Perhaps the idea to breastfeed started with the most common reasons to do so:
1. it's free (it hasn't been, it's cost me over $500 in medical
bills (copays for breast surgeon and antibiotics), lactation consultant fees, nipple
cream, nipple shield, nipple shells, supplements for yeast, breast pump,
rental of baby scale and breast pump, and one nursing bra and one
2. it's easy/convenient (it hasn't been, it's been first and foremost
painful, damaged my nipple, then my breast from the abscess, not to
mention the frustration of it all)
3. it's environmentally friendly (this it is, unless you need the help of
pumps and bottles and various other gadgets, like I've perused. Then,
is it really any different than formula feeding?)
4. it helps you bond (it didn't in the beginning, when I would nurse
in tears, dreading the next feeding. I distinctly remember when I broke
down to supplement with formula in a bottle the night after a nipple
piece went missing and mastisis set in, that I said to husband that I don't
want to miss enjoying my daughter because I'm so fixated on trying to breastfeed).
Although I will say that now that the pain is under control, even if my
supply doesn't get taken care of, I do enjoy comfort nursing with
5. immunities/antibodies - this is probably the only one I can't
argue with, but I don't consciously feel it as a big enough motivator to
go through everything I've gone through. Maybe subconsciously it is?
Or is it possible that subconsciously I am wanting to connect to womankind on some primal level, knowing that by breastfeeding, I nurture my child the way women throughout the world and throughout history have done so and continue to do so? Do I see it as some great equalizer that I am wanting to tap into? Maybe.
As it stands, I am considering dumping all preconceived notions of why other women breastfeed, why the "experts" say that I should breastfeed, even why I used to want to breastfeed, and simply look at the future of breastfeeding in my home. Since I already have a breast pump and bottles, it adds no cost for me to continue using them. And since the inability to put my daughter down and get anything done is anything but convenient, I'll take the "hassle" of warming up and cleaning bottles that are so bemoaned in circles where exclusive breastfeeding is highly encouraged. That will be a whole heck of a lot less inconvenient than what I've got going on right now. And without the frustration of trying to live up to some self-imposed ideal, I'll be better equipped to bond with my daughter.

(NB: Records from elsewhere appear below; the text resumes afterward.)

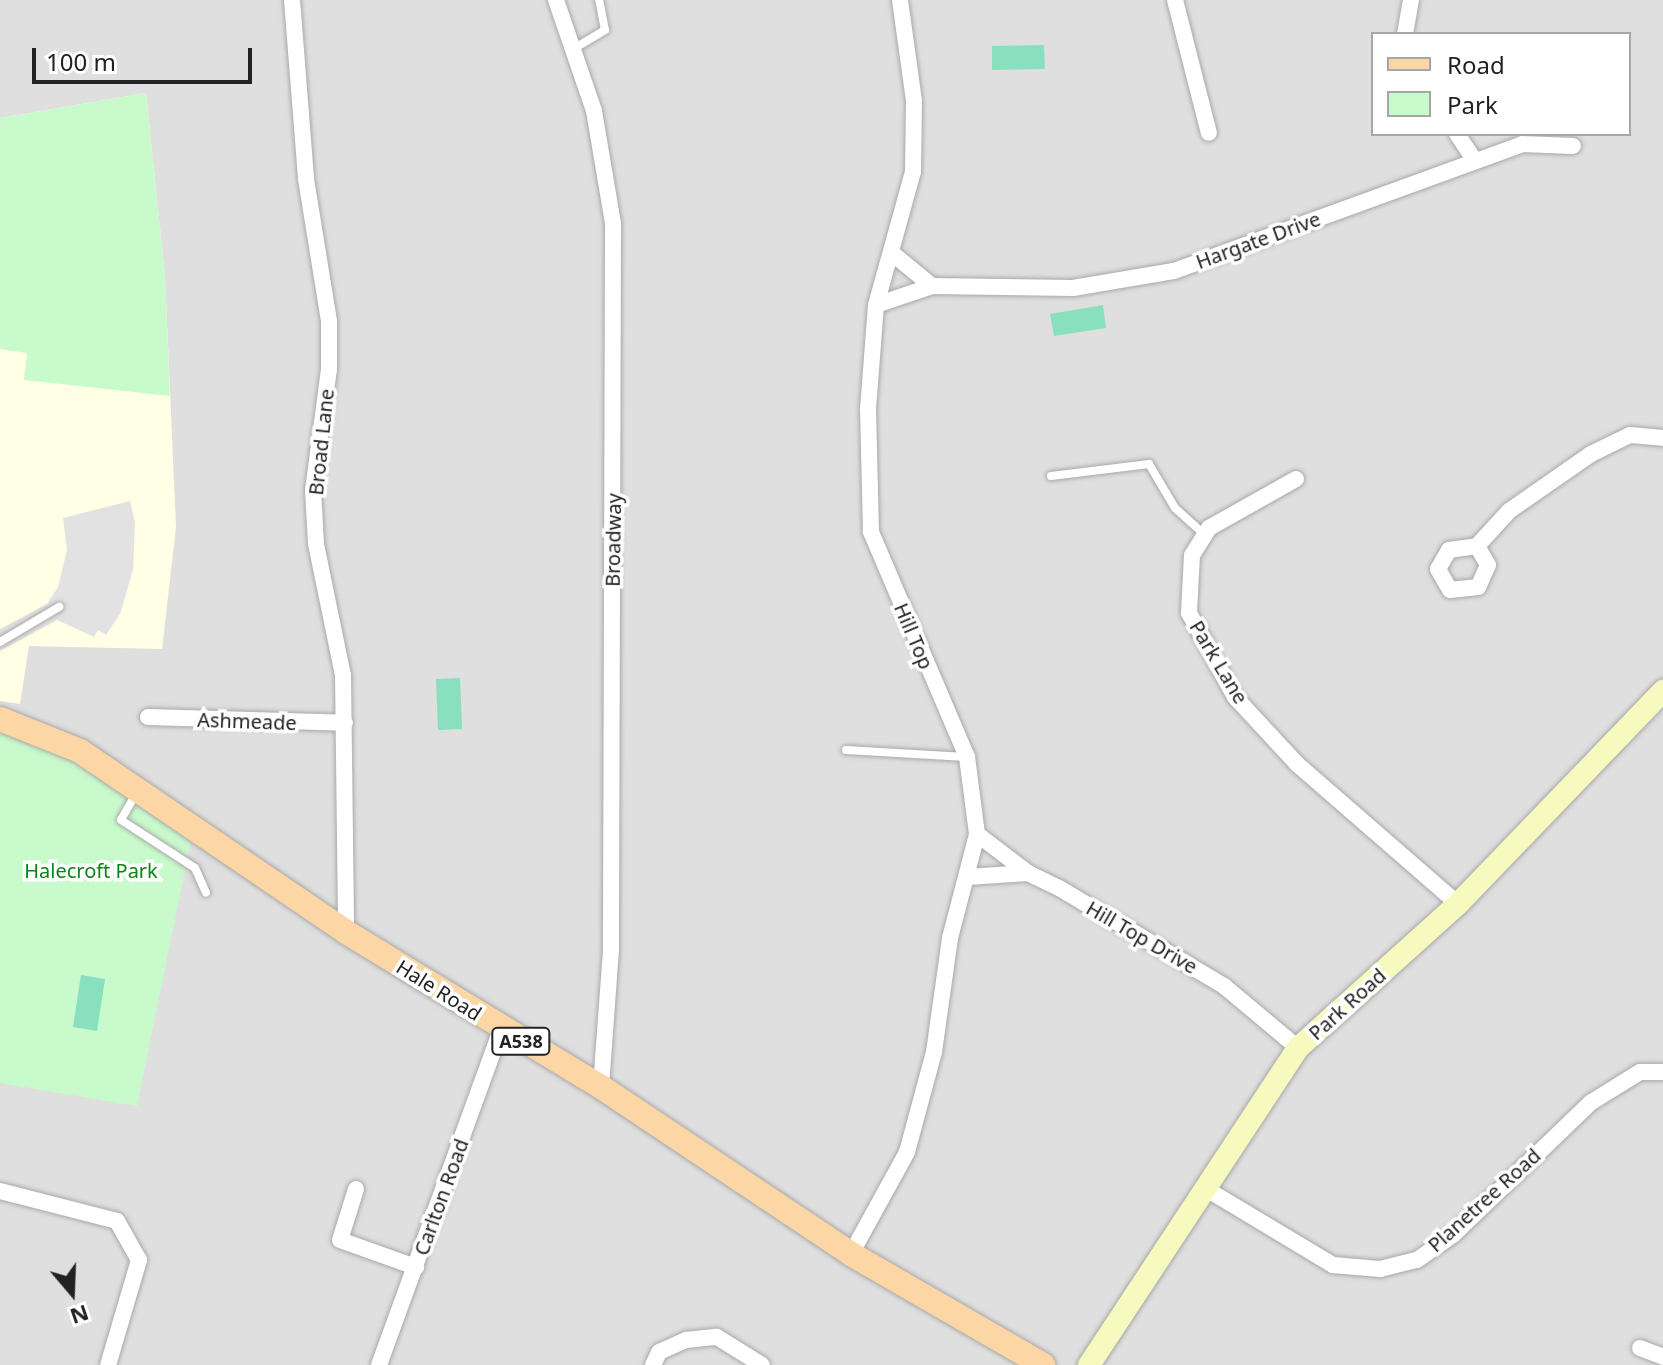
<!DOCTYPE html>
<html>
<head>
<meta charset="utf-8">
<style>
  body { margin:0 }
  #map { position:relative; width:1663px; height:1365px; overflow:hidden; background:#f2efe9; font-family:"Noto Sans",sans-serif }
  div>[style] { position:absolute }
  .residential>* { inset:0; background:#e0dfdf }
  .education>* { inset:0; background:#ffffe5 }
  .park>* { inset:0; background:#c8facc }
  .pitch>* { inset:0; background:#88e0be }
  .parking>* { inset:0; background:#e2e2e2 }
  .roads { filter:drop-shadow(0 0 2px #a9a9a9) drop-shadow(0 0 2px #a9a9a9) }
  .service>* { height:8px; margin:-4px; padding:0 4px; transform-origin:4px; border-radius:4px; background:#fff }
  .minor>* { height:16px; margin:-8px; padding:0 8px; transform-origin:8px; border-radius:8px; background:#fff }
  .secondary>* { height:22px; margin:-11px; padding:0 11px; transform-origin:11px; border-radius:11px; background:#f7fabf }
  .primary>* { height:24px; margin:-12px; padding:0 12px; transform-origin:12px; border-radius:12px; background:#fcd6a4 }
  span { translate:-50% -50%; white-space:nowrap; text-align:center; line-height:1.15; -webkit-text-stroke:7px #fff; paint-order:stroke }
  .shield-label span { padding:2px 6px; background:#fff; border:2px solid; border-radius:6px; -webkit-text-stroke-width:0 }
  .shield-label { font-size:18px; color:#222; font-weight:700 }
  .street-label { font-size:20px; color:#222 }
  .park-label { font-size:20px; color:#0c8416 }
  .legend { position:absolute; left:1371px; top:32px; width:260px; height:104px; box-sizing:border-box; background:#fff; border:2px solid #a7a7a7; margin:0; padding:10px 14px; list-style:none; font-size:24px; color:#222 }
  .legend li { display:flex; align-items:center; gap:16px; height:40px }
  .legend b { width:40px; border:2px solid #a7a7a7 }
  .north { position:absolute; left:32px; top:1253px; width:80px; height:80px; -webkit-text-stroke:6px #fff; paint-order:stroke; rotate:161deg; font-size:22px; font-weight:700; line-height:32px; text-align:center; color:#222 }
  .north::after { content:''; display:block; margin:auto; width:28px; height:36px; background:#222; clip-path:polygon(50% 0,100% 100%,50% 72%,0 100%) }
  .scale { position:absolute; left:32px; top:48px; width:220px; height:36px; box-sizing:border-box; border:4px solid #222; border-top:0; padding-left:10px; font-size:24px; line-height:28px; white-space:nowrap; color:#222; -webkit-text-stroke:6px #fff; paint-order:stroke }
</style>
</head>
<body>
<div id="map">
  <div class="residential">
    <i style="clip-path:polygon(evenodd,0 0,1663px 0,1663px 1365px,0 1365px,0 0,1373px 34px,1629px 34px,1629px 134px,1373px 134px,1373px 34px)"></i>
  </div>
  <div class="education">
    <i style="clip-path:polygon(146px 93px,165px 277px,176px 527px,162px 649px,29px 646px,20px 704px,0 701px,0 118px)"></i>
  </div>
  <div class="park">
    <i style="clip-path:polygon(146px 93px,165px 277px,170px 396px,24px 380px,27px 353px,0 349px,0 118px)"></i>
    <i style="clip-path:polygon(0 719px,194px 826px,137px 1106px,0 1083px)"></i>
  </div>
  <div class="pitch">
    <i style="clip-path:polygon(1044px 45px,1045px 69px,992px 70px,992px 46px)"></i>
    <i style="clip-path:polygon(1103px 305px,1106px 328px,1054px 336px,1050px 314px)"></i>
    <i style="clip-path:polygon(460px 678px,462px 729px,438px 730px,436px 679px)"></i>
    <i style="clip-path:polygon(81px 975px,105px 979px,97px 1031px,73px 1027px)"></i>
  </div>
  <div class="parking">
    <i style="clip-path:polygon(130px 501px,135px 522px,133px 570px,120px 614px,106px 635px,98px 630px,94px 637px,57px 620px,0 651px,0 629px,47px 604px,58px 587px,67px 550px,63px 518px)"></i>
  </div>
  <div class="roads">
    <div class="service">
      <i style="left:575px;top:48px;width:35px;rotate:-31deg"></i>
      <i style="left:605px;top:30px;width:31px;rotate:-101deg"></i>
      <i style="left:1051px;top:476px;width:99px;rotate:-7deg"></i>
      <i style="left:1149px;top:464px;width:51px;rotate:59.4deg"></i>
      <i style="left:1175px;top:508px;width:40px;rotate:42deg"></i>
      <i style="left:0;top:642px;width:69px;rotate:-30.7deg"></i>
      <i style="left:846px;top:750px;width:120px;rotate:3.3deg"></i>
      <i style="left:137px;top:792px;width:32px;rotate:120deg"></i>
      <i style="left:121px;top:820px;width:88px;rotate:33deg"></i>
      <i style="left:195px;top:868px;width:27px;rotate:66deg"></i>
    </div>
    <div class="minor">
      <i style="left:292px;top:0;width:180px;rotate:85.5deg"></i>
      <i style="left:306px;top:179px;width:144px;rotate:80.8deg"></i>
      <i style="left:329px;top:321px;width:48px;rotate:90deg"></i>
      <i style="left:329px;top:369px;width:122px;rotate:97.5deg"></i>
      <i style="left:313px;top:490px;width:54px;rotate:86.8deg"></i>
      <i style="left:316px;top:544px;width:134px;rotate:78.4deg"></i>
      <i style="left:343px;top:675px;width:257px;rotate:89.3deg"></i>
      <i style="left:556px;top:0;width:117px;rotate:71.1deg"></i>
      <i style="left:594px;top:111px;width:114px;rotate:80.4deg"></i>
      <i style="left:613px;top:223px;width:727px;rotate:90.16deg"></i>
      <i style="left:611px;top:950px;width:137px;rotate:94.2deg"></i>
      <i style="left:1175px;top:0;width:137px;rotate:75.7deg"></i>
      <i style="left:1405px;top:34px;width:35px;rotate:-80deg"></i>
      <i style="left:1457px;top:134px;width:32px;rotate:56deg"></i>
      <i style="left:893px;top:254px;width:50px;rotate:39.4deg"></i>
      <i style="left:876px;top:305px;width:59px;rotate:-18.7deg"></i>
      <i style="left:932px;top:286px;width:141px;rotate:0.8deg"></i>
      <i style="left:1073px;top:288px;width:102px;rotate:-9.6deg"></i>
      <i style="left:1174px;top:271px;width:370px;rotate:-20deg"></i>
      <i style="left:1522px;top:144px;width:51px;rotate:2.2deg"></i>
      <i style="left:1296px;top:479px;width:100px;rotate:150.6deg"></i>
      <i style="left:1209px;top:528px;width:32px;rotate:122deg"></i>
      <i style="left:1192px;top:555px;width:58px;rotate:93deg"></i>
      <i style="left:1189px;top:613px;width:96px;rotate:61.3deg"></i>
      <i style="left:1235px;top:697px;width:91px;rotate:47.2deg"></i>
      <i style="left:1297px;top:764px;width:213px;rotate:41deg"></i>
      <i style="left:1477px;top:546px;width:22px;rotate:60deg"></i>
      <i style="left:1488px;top:565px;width:24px;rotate:114deg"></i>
      <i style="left:1478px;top:587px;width:28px;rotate:174deg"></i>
      <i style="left:1450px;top:590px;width:24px;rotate:-120deg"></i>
      <i style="left:1438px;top:569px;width:22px;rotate:-60deg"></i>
      <i style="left:1449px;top:550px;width:28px;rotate:-8deg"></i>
      <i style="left:1477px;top:546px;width:47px;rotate:-47.6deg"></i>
      <i style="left:1509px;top:511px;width:100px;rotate:-34.8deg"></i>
      <i style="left:1591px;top:454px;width:43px;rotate:-26deg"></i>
      <i style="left:1630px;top:435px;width:33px;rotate:5deg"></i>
      <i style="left:148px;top:717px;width:197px;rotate:1.7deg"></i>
      <i style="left:977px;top:834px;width:64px;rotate:37.4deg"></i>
      <i style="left:967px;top:877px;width:61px;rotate:-3.8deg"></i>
      <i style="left:1028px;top:873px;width:34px;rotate:26deg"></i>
      <i style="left:1059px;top:888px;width:192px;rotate:30.7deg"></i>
      <i style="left:1224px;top:986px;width:97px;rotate:40deg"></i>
      <i style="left:356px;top:1189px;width:53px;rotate:107.4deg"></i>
      <i style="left:340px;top:1240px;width:81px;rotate:19.6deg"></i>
      <i style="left:1208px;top:1190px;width:146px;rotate:31deg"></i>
      <i style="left:1333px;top:1265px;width:47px;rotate:4.9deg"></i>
      <i style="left:1380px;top:1269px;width:38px;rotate:-14deg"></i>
      <i style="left:1417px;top:1260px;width:45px;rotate:-35.1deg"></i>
      <i style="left:1454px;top:1234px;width:189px;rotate:-43.9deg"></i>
      <i style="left:1590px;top:1103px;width:59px;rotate:-31.8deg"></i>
      <i style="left:1640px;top:1072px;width:23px"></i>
      <i style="left:0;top:1191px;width:121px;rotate:14.4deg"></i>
      <i style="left:117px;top:1221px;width:45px;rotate:60.6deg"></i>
      <i style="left:139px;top:1260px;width:109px;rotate:106.4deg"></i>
      <i style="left:851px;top:1254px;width:116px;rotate:-61.2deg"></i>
      <i style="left:907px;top:1152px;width:104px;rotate:-74.9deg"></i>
      <i style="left:934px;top:1052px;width:115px;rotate:-82deg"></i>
      <i style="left:950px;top:938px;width:107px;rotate:-75.4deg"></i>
      <i style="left:977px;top:834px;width:78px;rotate:-97.4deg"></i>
      <i style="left:967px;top:757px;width:245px;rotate:-113.1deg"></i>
      <i style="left:871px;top:532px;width:123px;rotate:-91.4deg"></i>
      <i style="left:868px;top:409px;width:104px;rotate:-85.6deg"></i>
      <i style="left:876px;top:305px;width:138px;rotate:-74.5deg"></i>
      <i style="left:913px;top:172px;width:71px;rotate:-89.2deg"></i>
      <i style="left:914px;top:101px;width:102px;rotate:-97.9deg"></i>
      <i style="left:1640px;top:1348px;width:25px;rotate:21deg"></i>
      <i style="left:379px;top:1365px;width:357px;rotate:-70deg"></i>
      <i style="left:653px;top:1365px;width:14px;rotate:-65deg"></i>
      <i style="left:659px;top:1352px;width:30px;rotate:-24deg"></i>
      <i style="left:686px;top:1340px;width:31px;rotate:-6deg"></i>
      <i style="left:717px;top:1337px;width:53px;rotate:31.9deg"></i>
    </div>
    <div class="secondary">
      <i style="left:1089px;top:1365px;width:380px;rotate:-56.6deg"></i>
      <i style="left:1298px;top:1048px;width:215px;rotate:-42deg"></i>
      <i style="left:1458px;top:904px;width:296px;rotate:-46.1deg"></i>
    </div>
    <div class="primary">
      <i style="left:0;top:719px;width:86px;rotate:21.8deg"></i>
      <i style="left:80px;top:751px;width:322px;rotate:34.2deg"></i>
      <i style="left:346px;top:932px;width:298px;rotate:31.3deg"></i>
      <i style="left:601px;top:1087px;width:301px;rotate:33.7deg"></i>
      <i style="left:851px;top:1254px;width:222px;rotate:30deg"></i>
    </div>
  </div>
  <div class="shield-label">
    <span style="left:521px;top:1041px">A538</span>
  </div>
  <div class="street-label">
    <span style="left:1258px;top:240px;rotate:-20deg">Hargate Drive</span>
    <span style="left:321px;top:442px;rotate:-84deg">Broad Lane</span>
    <span style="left:613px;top:540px;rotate:-89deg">Broadway</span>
    <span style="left:914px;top:636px;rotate:67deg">Hill Top</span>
    <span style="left:1219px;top:662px;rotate:59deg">Park Lane</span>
    <span style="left:247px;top:721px;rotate:2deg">Ashmeade</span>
    <span style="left:1142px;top:937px;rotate:30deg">Hill Top Drive</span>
    <span style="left:439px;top:990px;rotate:32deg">Hale Road</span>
    <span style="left:1347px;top:1004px;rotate:-42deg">Park Road</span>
    <span style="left:441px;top:1197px;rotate:-70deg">Carlton Road</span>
    <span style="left:1484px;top:1200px;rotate:-42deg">Planetree Road</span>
  </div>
  <div class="park-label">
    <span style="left:91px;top:870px">Halecroft Park</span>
  </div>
  <ul class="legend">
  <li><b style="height:10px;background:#fcd6a4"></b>Road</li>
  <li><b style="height:22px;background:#c8facc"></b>Park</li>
  </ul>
  <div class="north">N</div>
  <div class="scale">100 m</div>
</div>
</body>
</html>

So perhaps my plan going forward will be to pump my breast milk and give Maya bottles, which will ensure she is getting the immunity she needs, but also a decent amount of milk in one sitting, reducing the number of feedings. Nursing can be reserved for nighttime feedings, since after several hours of no feeding or pumping, I generally have enough milk to satisfy Maya for several more hours, during which she sleeps! And let's not forget comfort nursing, which I can offer to her now that pain is not standing in our way.
After all, there has to be a reason, and a good reason at that, to breastfeed one's child. If the cons outweigh the pros, the purpose of breastfeeding has lost its meaning. I didn't have a child to breastfeed. I had a child so that I could parent, and nourishing my daughter is only one of the many ways that I parent her. Put another way, breastfeeding has become an idol of sorts for me, and it stops today.